Stored data entries:
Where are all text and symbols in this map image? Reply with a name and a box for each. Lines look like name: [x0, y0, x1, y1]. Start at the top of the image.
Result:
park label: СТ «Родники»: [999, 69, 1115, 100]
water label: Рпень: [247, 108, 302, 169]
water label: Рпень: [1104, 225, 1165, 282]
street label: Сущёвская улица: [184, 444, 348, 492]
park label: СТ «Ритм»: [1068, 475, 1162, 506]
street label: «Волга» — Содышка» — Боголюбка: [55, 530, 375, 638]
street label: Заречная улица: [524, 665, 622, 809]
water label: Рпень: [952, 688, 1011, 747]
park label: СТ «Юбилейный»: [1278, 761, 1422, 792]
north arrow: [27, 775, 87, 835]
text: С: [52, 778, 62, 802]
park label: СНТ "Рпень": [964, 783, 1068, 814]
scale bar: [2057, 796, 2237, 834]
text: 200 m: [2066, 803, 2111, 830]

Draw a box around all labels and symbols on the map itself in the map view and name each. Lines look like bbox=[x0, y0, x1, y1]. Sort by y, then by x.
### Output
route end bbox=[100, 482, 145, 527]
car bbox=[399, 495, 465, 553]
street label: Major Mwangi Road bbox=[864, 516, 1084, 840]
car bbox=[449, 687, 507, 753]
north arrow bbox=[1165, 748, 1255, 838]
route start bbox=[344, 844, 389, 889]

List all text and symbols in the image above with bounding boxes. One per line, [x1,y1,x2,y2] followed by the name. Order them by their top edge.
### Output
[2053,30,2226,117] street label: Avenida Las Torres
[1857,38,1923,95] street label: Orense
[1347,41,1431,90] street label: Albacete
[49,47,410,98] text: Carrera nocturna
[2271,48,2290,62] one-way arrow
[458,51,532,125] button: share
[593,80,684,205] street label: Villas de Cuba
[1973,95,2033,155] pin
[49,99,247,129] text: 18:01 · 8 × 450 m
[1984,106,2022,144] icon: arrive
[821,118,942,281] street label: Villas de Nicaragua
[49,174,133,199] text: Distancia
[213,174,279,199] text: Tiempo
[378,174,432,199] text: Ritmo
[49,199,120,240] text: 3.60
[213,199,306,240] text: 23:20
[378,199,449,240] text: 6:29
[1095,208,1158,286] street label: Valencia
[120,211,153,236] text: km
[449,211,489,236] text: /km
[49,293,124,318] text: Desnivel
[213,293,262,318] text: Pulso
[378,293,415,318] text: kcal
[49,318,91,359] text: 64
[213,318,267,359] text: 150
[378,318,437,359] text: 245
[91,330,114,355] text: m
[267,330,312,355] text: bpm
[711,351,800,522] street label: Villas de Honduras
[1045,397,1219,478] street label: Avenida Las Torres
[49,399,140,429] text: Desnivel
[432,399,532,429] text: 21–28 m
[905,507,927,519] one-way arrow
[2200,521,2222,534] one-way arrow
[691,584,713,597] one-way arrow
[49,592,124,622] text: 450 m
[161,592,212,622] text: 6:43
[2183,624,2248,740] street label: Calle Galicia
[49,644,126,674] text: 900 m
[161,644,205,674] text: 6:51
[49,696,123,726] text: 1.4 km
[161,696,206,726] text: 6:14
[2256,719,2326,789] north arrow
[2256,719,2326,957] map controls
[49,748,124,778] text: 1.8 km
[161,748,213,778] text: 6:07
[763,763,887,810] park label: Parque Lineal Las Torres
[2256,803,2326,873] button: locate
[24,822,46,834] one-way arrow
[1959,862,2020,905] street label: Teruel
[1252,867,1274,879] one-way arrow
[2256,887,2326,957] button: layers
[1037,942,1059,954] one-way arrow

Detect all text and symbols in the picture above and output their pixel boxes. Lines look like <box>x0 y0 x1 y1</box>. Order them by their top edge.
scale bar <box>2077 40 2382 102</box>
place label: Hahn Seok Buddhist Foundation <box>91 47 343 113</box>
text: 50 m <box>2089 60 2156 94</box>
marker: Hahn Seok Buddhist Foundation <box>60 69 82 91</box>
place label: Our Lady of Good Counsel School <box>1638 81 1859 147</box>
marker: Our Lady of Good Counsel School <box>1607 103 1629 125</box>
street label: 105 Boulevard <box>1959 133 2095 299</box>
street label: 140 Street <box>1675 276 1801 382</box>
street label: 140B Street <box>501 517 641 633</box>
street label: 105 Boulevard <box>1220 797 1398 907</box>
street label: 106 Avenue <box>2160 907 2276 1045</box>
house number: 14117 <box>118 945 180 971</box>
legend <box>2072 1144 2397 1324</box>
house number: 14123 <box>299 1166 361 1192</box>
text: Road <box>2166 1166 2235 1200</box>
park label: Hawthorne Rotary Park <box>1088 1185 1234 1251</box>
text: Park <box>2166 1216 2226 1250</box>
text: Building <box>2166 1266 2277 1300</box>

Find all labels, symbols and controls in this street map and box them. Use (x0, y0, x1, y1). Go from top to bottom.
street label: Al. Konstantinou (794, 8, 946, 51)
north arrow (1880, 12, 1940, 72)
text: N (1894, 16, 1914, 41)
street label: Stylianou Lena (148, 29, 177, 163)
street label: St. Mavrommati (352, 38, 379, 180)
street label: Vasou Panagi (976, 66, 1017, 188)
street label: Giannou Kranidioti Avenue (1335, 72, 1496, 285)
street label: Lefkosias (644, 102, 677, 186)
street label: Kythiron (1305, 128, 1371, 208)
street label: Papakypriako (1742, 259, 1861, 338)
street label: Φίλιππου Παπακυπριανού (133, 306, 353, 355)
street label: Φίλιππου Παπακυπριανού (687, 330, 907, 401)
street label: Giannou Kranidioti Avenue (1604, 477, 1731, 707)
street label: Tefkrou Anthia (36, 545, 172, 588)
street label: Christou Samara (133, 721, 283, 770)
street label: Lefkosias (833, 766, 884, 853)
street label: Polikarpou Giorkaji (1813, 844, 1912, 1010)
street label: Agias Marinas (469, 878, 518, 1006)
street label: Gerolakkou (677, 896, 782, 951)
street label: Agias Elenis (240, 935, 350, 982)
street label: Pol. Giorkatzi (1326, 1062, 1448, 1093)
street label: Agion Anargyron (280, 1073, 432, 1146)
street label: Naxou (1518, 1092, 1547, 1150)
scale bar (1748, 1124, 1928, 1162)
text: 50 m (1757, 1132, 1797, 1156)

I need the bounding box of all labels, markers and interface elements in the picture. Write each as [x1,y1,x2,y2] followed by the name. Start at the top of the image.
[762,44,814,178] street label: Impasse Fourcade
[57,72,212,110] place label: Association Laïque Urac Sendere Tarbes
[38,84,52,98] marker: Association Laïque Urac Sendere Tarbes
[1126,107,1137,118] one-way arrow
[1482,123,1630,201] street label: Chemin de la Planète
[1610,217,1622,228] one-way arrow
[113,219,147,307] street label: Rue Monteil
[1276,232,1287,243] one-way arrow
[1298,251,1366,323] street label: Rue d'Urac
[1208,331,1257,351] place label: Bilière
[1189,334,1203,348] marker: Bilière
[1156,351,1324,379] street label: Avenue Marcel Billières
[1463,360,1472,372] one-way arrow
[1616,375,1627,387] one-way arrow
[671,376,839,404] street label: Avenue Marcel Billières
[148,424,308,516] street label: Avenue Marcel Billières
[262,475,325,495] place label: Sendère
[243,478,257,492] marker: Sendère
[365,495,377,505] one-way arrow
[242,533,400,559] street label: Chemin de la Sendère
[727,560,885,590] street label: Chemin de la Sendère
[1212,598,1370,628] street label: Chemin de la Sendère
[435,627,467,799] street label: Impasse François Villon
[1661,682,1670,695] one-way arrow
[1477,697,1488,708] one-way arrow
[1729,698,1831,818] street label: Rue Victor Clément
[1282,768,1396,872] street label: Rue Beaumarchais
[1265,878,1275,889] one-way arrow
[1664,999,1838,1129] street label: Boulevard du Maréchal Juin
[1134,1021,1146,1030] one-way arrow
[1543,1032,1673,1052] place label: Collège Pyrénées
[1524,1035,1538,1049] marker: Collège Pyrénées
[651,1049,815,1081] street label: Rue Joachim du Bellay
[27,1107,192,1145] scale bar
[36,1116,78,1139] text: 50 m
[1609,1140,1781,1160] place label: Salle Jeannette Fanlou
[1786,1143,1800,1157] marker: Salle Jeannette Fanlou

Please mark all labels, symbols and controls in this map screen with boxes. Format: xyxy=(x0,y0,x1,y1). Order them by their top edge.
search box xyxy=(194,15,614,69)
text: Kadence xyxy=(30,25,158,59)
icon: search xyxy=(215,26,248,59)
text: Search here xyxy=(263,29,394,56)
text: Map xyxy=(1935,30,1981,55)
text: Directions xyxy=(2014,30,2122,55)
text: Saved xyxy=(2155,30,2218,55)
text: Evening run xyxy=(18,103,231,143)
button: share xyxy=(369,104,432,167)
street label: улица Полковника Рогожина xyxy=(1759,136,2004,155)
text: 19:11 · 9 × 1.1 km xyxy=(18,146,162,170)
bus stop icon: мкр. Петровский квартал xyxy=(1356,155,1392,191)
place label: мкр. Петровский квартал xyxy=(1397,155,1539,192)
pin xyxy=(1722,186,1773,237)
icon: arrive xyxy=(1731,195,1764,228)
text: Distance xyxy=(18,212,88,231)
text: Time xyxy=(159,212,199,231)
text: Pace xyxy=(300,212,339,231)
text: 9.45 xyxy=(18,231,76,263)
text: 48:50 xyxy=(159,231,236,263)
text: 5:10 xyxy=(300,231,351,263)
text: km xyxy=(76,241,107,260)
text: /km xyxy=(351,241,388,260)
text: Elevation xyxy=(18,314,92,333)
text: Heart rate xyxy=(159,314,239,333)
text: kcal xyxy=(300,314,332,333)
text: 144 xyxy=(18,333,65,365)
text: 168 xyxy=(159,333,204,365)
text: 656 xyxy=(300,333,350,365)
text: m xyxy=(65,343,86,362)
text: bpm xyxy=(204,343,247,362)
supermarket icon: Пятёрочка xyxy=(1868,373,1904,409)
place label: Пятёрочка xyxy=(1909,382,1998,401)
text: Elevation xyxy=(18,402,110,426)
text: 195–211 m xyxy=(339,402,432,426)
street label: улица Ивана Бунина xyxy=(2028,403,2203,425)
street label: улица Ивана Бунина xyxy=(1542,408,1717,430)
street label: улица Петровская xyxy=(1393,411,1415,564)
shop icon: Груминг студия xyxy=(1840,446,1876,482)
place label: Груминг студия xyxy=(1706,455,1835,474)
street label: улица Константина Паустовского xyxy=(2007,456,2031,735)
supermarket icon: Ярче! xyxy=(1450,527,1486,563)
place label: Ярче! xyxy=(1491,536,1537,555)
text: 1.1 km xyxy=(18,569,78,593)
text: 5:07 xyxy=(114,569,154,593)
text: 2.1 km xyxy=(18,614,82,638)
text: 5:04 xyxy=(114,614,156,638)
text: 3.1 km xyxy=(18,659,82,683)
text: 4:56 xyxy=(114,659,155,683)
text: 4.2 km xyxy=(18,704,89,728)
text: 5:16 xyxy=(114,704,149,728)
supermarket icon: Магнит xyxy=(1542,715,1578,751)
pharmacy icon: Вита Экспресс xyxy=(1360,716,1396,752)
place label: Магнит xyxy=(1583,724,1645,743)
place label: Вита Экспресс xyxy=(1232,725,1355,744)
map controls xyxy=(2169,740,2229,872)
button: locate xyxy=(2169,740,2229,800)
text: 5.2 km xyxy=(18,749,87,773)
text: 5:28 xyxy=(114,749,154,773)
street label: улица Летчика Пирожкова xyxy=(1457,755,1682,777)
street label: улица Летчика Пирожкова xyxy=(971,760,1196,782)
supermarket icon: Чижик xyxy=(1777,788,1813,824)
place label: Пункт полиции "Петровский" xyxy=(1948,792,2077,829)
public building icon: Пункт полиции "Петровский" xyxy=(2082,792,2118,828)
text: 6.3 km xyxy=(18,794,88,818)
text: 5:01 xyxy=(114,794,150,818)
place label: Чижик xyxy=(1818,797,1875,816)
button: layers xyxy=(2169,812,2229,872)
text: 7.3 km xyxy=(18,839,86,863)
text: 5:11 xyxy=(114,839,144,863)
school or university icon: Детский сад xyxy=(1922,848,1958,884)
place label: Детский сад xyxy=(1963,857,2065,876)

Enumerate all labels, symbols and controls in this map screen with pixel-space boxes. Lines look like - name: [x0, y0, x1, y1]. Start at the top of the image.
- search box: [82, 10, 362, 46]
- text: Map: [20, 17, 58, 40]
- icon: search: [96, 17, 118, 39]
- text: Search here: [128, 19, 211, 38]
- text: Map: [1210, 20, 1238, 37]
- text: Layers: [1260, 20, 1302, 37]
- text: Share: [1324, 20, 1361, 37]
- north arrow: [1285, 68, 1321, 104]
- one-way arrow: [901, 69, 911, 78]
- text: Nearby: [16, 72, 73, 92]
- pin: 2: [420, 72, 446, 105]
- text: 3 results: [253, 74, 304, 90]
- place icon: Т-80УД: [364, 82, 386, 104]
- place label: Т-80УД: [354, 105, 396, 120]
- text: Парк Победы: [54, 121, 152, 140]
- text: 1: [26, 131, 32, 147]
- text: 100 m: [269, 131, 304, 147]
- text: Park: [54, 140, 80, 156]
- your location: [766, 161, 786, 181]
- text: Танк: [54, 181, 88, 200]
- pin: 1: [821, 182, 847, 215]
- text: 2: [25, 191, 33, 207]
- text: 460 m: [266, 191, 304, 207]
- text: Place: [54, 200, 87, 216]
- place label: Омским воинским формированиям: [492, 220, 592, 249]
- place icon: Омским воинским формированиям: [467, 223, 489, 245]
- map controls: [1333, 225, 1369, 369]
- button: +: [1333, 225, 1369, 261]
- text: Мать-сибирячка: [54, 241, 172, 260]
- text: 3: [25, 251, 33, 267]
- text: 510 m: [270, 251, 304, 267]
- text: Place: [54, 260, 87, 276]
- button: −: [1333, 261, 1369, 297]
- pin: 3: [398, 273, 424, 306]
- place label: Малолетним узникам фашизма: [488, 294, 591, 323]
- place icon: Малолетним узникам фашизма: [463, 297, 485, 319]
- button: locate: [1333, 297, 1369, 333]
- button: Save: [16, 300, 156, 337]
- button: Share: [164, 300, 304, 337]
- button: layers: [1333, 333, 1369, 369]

## Exercise directions
Reply with the number of lines in the data above that contain "полиции", and with nothing else.

## Worked solution
2